● What you will do:
Every entry below must be transcribed word for word, and the images must be left out.

● Record set:
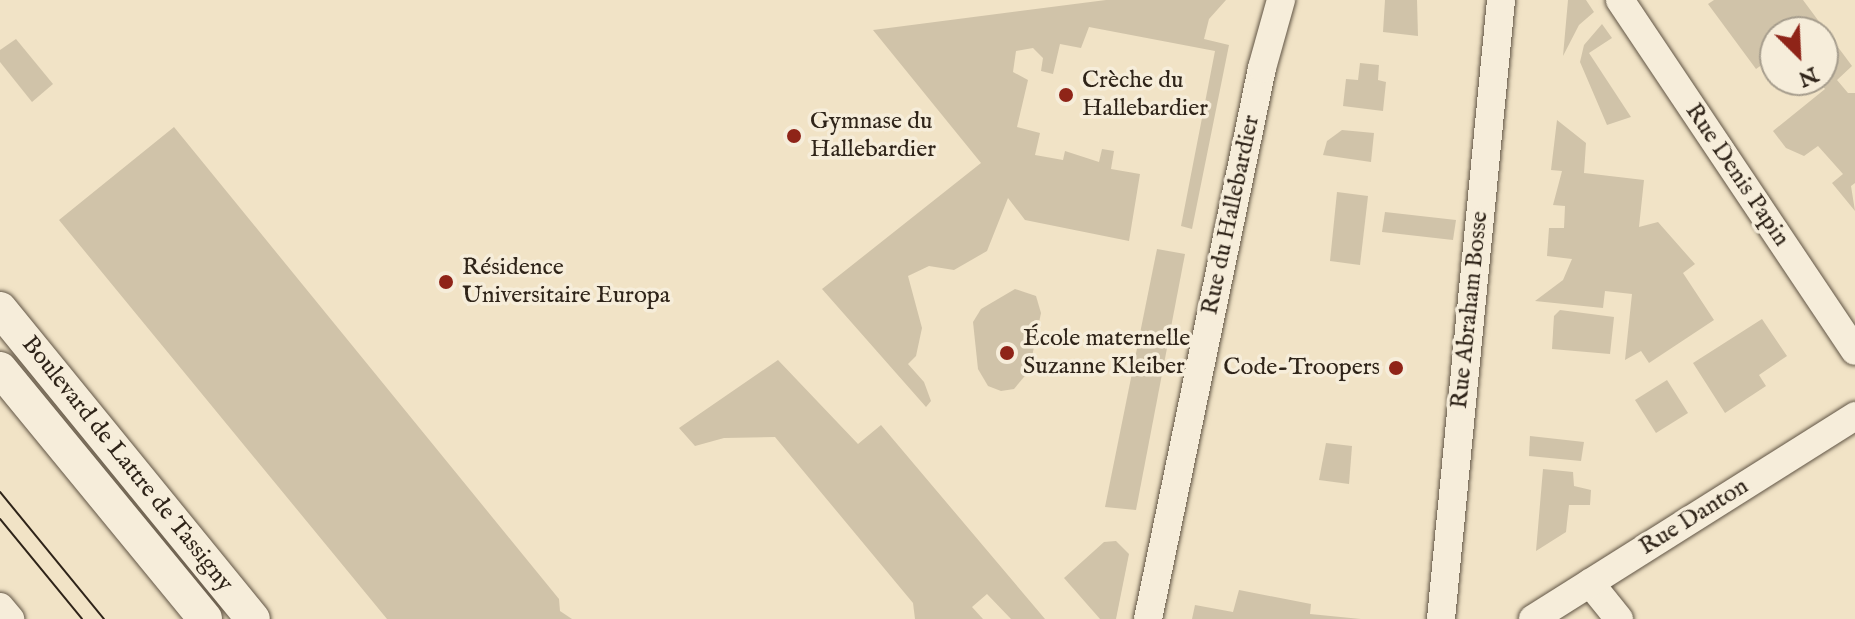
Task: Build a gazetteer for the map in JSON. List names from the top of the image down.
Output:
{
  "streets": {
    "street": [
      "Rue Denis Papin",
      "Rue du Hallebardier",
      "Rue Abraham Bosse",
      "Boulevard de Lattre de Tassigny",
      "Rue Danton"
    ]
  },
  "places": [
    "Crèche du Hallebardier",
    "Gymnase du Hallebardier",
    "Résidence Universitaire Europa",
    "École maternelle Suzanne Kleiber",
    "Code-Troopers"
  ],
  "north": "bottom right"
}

● Reply:
Task: Build a gazetteer for the map in JSON. List names from the top of the image down.
Output:
{
  "streets": {
    "street": [
      "Rue Denis Papin",
      "Rue du Hallebardier",
      "Rue Abraham Bosse",
      "Boulevard de Lattre de Tassigny",
      "Rue Danton"
    ]
  },
  "places": [
    "Crèche du Hallebardier",
    "Gymnase du Hallebardier",
    "Résidence Universitaire Europa",
    "École maternelle Suzanne Kleiber",
    "Code-Troopers"
  ],
  "north": "bottom right"
}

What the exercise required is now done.